Provide only the number of lines in the listing that contain the string "rows".

Start of Data extract

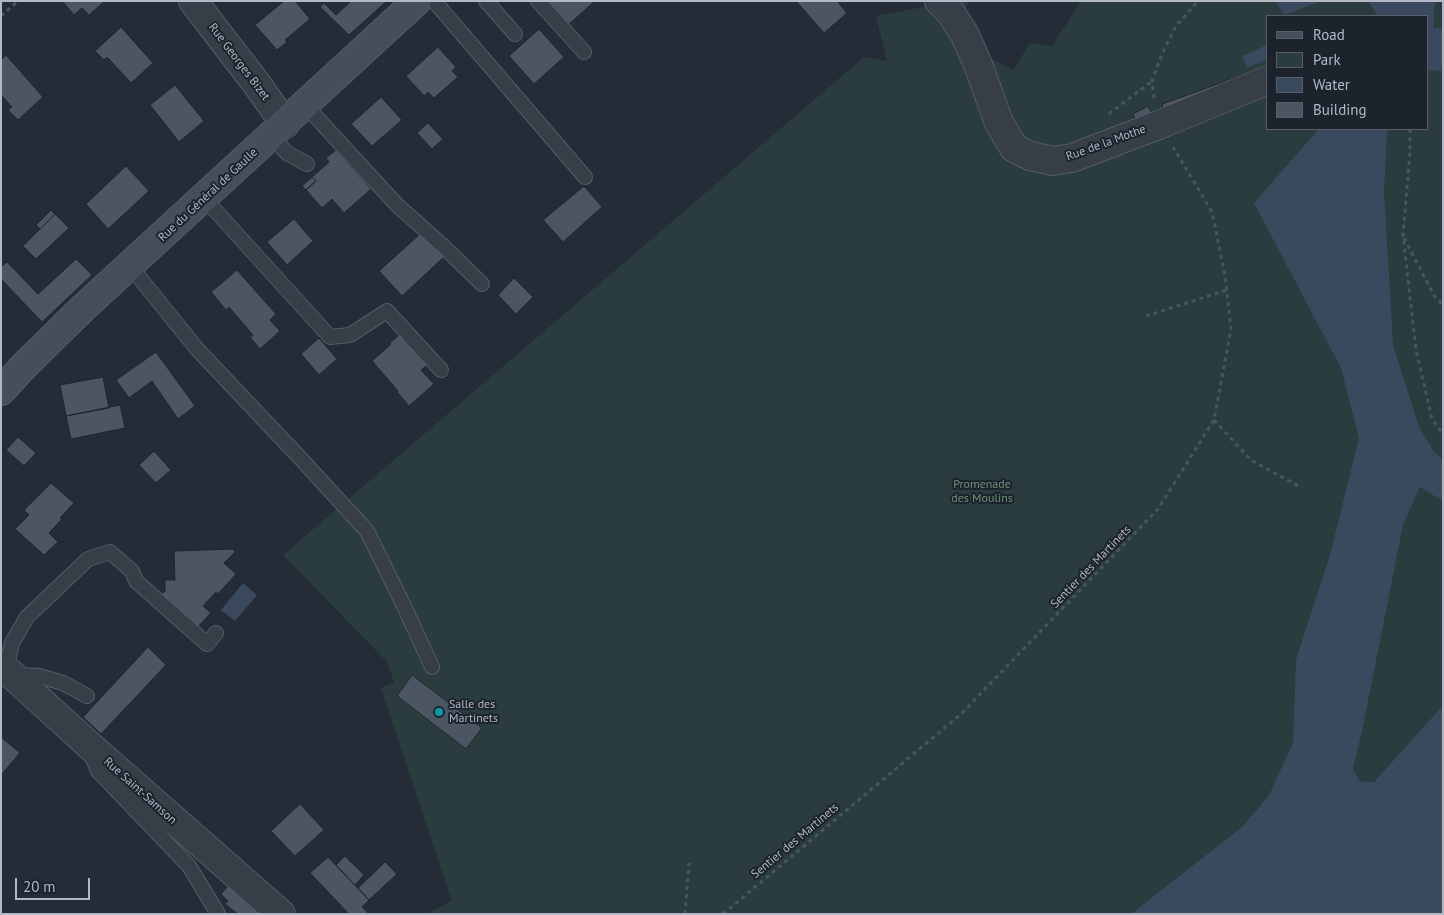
<!DOCTYPE html>
<html>
<head>
<meta charset="utf-8">
<style>
  body { margin:0 }
  #map { position:relative; width:1444px; height:915px; overflow:hidden; background:#242c37; font-family:"PT Sans",sans-serif }
  canvas { display:block }
  .frame { position:absolute; inset:0; border:2px solid #b2b9c4; pointer-events:none }
  .legend { position:absolute; left:1266px; top:15px; width:162px; height:115px; box-sizing:border-box; background:#1c232d; border:1px solid #585f69; margin:0; padding:6px 9px; list-style:none; font-size:15px; color:#b2b9c4 }
  .legend li { display:flex; align-items:center; gap:10px; height:25px }
  .legend b { width:25px; border:1px solid #585f69 }
  .scale { position:absolute; left:15px; top:878px; width:75px; height:22px; box-sizing:border-box; border:2px solid #b2b9c4; border-top:0; padding-left:6px; font-size:15px; line-height:18px; white-space:nowrap; color:#b2b9c4; -webkit-text-stroke:4px #1c232d; paint-order:stroke }
</style>
</head>
<body>
<div id="map">
<canvas width="1444" height="915"></canvas>
<div class="frame"></div>
<ul class="legend">
<li><b style="height:6px;background:#464d5b"></b>Road</li>
<li><b style="height:14px;background:#2a3c3d"></b>Park</li>
<li><b style="height:14px;background:#3b495f"></b>Water</li>
<li><b style="height:14px;background:#4c5663"></b>Building</li>
</ul>
<div class="scale">20 m</div>
</div>
<script>
const ctx = document.querySelector('canvas').getContext('2d');
ctx.lineJoin = 'round';
function paint(path, color) { ctx.fillStyle = color; ctx.fill(path, 'evenodd'); }
const toPath = rows => new Path2D(rows.map(r => 'M' + r).join(''));
function strokePath(path, color, width, dash) { ctx.strokeStyle = color; ctx.lineWidth = width; ctx.lineCap = dash ? 'butt' : 'round'; ctx.setLineDash(dash || []); ctx.stroke(path); }
function write(font, color, halo, rows, align = 'center') {
  ctx.font = font + ' "PT Sans",sans-serif'; ctx.lineWidth = 4; ctx.setLineDash([]); ctx.textBaseline = 'middle'; ctx.strokeStyle = halo; ctx.fillStyle = color; for (const [text, x, y, turn = 0] of rows) {
    ctx.save(); ctx.translate(x, y); ctx.rotate((+turn || 0) * Math.PI / 180); ctx.textAlign = isNaN(turn) ? turn : align; if (halo) ctx.strokeText(text, 0, 0); ctx.fillText(text, 0, 0); ctx.restore();
  }
}
const green = toPath([
  [955,1,969,1,955,39,1013,70,1030,43,1052,46,1081,1,1443,1,1443,705,1374,782,1360,781,1353,769,1361,736,1274,784,1269,795,1243,826,1131,914,426,914,452,901,381,688,394,682,387,662,283,555,864,57,887,61,876,16],
  [1268,16,1428,16,1428,129,1268,129]
]);
const water = toPath([
  [1275,1,1321,1,1284,15],
  [1368,1,1435,1,1433,28,1443,29,1443,71,1428,70,1428,16,1378,16],
  [1267,45,1268,59,1247,68,1242,56],
  [1319,129,1387,129,1384,191,1393,345,1419,427,1434,452,1443,459,1443,501,1420,487,1403,525,1361,736,1353,769,1360,781,1374,782,1443,705,1443,914,1131,914,1243,826,1269,795,1293,743,1296,660,1330,555,1359,438,1341,368,1254,203],
  [243,583,257,595,235,621,221,610]
]);
const building = toPath([
  [64,1,105,1,89,15,82,8,74,15,63,2,64,1],
  [284,1,295,1,310,19,285,40,287,42,277,50,255,25,284,1],
  [351,1,387,1,349,35,320,7,324,3,336,15,351,1],
  [545,1,595,1,567,26,545,1],
  [796,1,837,1,847,13,824,33,796,1],
  [121,27,153,63,131,83,107,57,104,60,95,51,121,27],
  [539,29,564,57,534,84,509,56,539,29],
  [438,47,456,67,452,71,458,77,434,98,428,92,424,96,406,76,438,47],
  [6,55,43,97,18,120,8,110,12,107,1,95,1,60,6,55],
  [1268,66,1268,75,1165,113,1162,104,1268,66],
  [175,85,204,121,179,142,150,105,175,85],
  [381,97,402,120,372,146,351,124,381,97],
  [1148,106,1153,116,1137,123,1133,114,1148,106],
  [428,123,443,139,432,149,417,133,428,123],
  [336,150,371,189,344,213,332,199,322,208,306,190,316,181,312,177,329,162,326,158,336,150],
  [126,166,149,191,108,229,86,204,126,166],
  [312,177,316,181,306,190,302,186,312,177],
  [584,186,602,207,563,242,543,220,584,186],
  [51,210,55,214,40,229,36,225,51,210],
  [55,214,69,228,36,259,23,246,55,214],
  [294,219,313,241,287,265,267,242,294,219],
  [421,233,444,257,402,296,379,271,421,233],
  [76,259,92,275,42,322,1,279,1,267,7,262,38,294,76,259],
  [237,270,276,314,270,320,280,331,260,349,250,337,253,335,229,307,226,310,211,292,237,270],
  [514,278,533,297,516,314,498,295,514,278],
  [400,334,428,365,421,370,434,384,409,406,397,392,398,391,372,361,391,344,390,343,400,334],
  [319,338,337,359,319,375,301,354,319,338],
  [156,352,195,406,178,419,152,381,129,398,116,380,156,352],
  [103,377,109,408,66,416,60,385,103,377],
  [120,405,125,428,71,439,66,416,120,405],
  [18,437,36,453,24,466,6,450,18,437],
  [154,451,171,470,156,483,139,465,154,451],
  [51,483,74,503,60,518,62,519,49,533,58,542,44,555,15,529,29,515,24,510,51,483],
  [233,549,235,552,224,563,236,574,218,594,216,592,203,606,211,613,196,629,159,596,165,591,165,580,175,580,174,551,233,549],
  [148,647,166,665,101,734,83,717,148,647],
  [412,675,482,728,466,749,397,696,412,675],
  [1,737,20,753,1,775,1,737],
  [300,804,324,830,295,856,271,831,300,804],
  [345,856,364,875,355,885,336,865,345,856],
  [328,857,369,900,362,907,369,914,349,914,310,873,328,857],
  [385,862,397,874,369,900,358,888,385,862],
  [229,885,267,914,238,914,225,904,228,901,221,894,229,885]
]);
const path = toPath([
  [1,16,18,1],
  [1154,98,1152,81,1162,54,1176,26,1198,1],
  [1109,114,1152,81],
  [1410,129,1410,152,1403,235,1416,350,1432,419,1443,434],
  [1404,238,1435,297,1443,305],
  [1146,316,1227,290],
  [1214,420,1251,460,1302,488],
  [685,914,689,863],
  [723,914,961,714,1158,509,1214,420,1231,329,1225,276,1212,212,1173,147]
]);
const service = toPath([
  [434,1,585,177],
  [486,1,515,34],
  [538,1,584,52],
  [305,105,397,205,442,245,482,284],
  [271,136,287,153,307,164],
  [204,198,330,337,350,335,387,311,441,370],
  [130,266,197,349,302,460,367,531,404,606,432,667],
  [6,669,12,643,27,617,88,559,110,552,132,571,136,581,207,644,216,633],
  [17,675,39,676,63,683,87,696],
  [91,753,98,771,189,866,218,914]
]);
const minor = toPath([
  [193,1,256,83,285,124],
  [939,1,951,13,965,35,979,67,999,123,1014,148,1030,156,1053,161,1072,158,1161,124,1268,80],
  [1,665,89,745,281,914]
]);
const secondary = toPath([
  [1,391,23,367,82,309,417,1]
]);
const markers = [
  [439,712,5,"#0f9aa8"]
];
const streetNames = [
  ["Rue Georges Bizet",239,62,53],
  ["Rue de la Mothe",1106,143,-20],
  ["Rue du Général de Gaulle",208,195,-43],
  ["Sentier des Martinets",1091,567,-46],
  ["Rue Saint-Samson",140,791,42],
  ["Sentier des Martinets",795,841,-40]
];
const parkNames = [
  ["Promenade",982,485],
  ["des Moulins",982,499]
];
const poiNames = [
  ["Salle des",449,705],
  ["Martinets",449,719]
];
paint(green, '#2a3c3d');
paint(water, '#3b495f');
paint(building, '#4c5663');
strokePath(building, '#1e252f', 1);
strokePath(service, '#555c66', 16);
strokePath(minor, '#555c66', 30);
strokePath(secondary, '#555c66', 30);
strokePath(path, '#47575a', 3, [4, 4]);
strokePath(service, '#373e48', 14);
strokePath(minor, '#373e48', 28);
strokePath(secondary, '#464d5b', 28);
for (const [x, y, r, color] of markers) { const dot = new Path2D(); dot.arc(x, y, r, 0, 2 * Math.PI); ctx.fillStyle = color; ctx.fill(dot); strokePath(dot, '#1c232d', 2); }
write('12px', '#b2b9c4', '#1c232d', streetNames);
write('12px', '#6c9376', '#1c232d', parkNames);
write('12px', '#b2b9c4', '#1c232d', poiNames, 'left');
</script>
</body>
</html>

End of Data extract

● **Response for this exercise**
3